I bought everything I could find of Ivan Doig. I have read 7 thus far over the last 4 years . He is an old fashioned novelist telling tales in novel form of his days in Montana… starting “The Whistling Season” and so it begins…

“When I visit the back corners of my life again after so long a time, littlest things jump out first. The oilcloth, tiny blue windmills on white squares, worn to colorless smears at our four places at the kitchen table. Our father’s pungent coffee, so strong it was almost ambulatory, which he gulped down from suppertime until bedtime and then slept serenely as a sphinx. The pesky wind, the one element we could count on at Marias Coulee, whistling into some weather-cracked cranny of this house as if invited in.”( Chapter 1, first paragraph)
 
Just finished a Jeff Tweedy book called World Within a Song.... Picture choosing 25 songs tied to your memories- each song becomes a minichapter, a little vignette that sometimes lead to Tweedy's inspiration. It's the first book I've read while playing the songs off youtube in the background.
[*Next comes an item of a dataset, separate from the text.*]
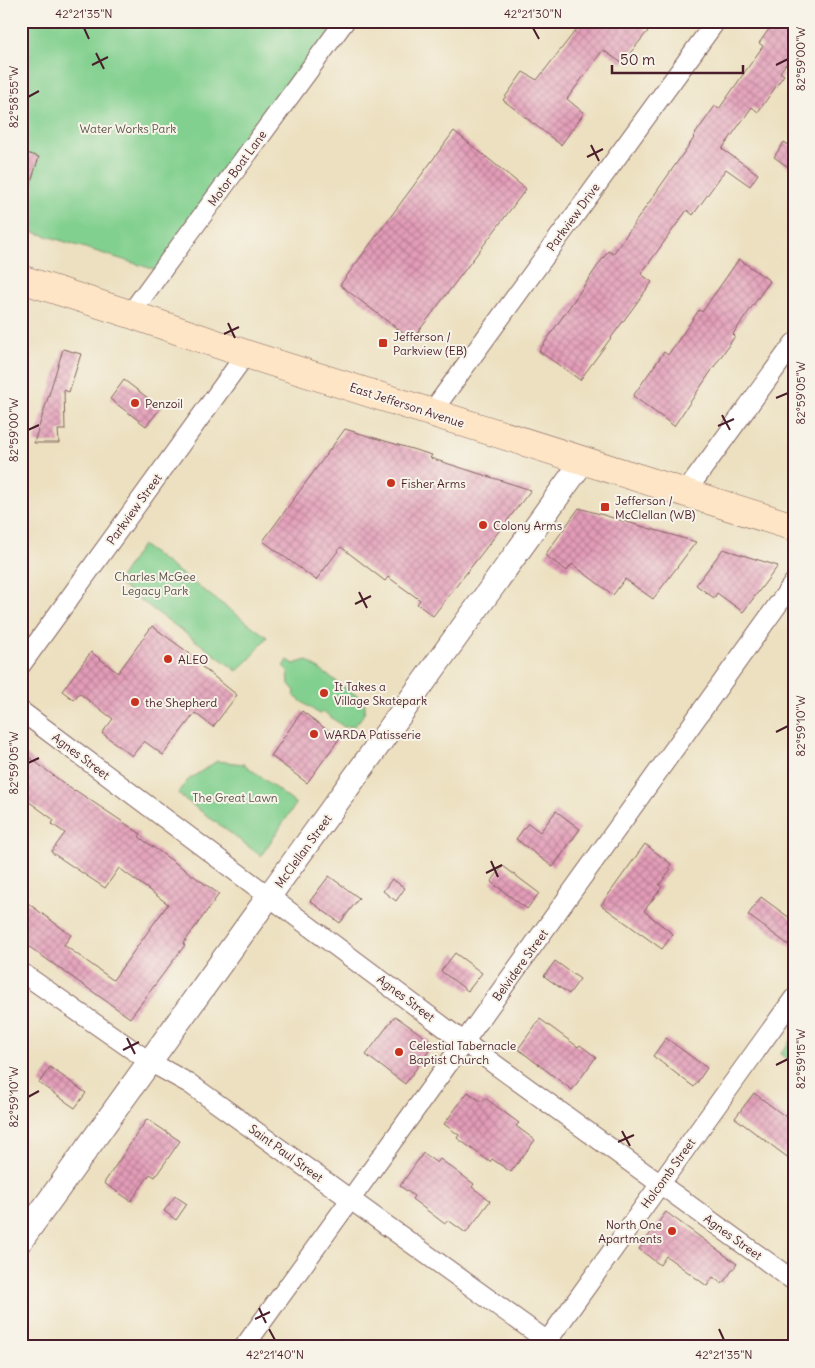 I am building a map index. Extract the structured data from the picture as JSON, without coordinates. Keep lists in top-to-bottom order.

Tweedy likes the Beatles and many of the songs he writes about kinda have a Beatles vibe. Given I am indifferent to a lot of the Beatles songs (and the deification of those guys, or of deification of anyone in general) and similarly indifferent to songs that sound like the Beatles, I found that most of the book evoked a similar "meh". Some of the vignettes are just mean without being critical, probably better to just keep that to yourself unless you can back it up with why the song/artist etc sucked.

If you think Tweedy is a genius you might like it.

It probably would work better as a podcast with a bunch of other folks being asked to share similar recollections. Bill Simmon's series "The rewatchables" does this really well with movies. Tweedy might have a more interesting conceit with songs discussed with a bunch of others ( including folks who think the Beatles are overplayed and dull) each brings their own insight to the song being discussed, their own anecdote, so there's a flow, a conversational thread. Maybe it takes some of the personal impact out of the experience but that's so much more pleasant and interesting for the one giving their attention...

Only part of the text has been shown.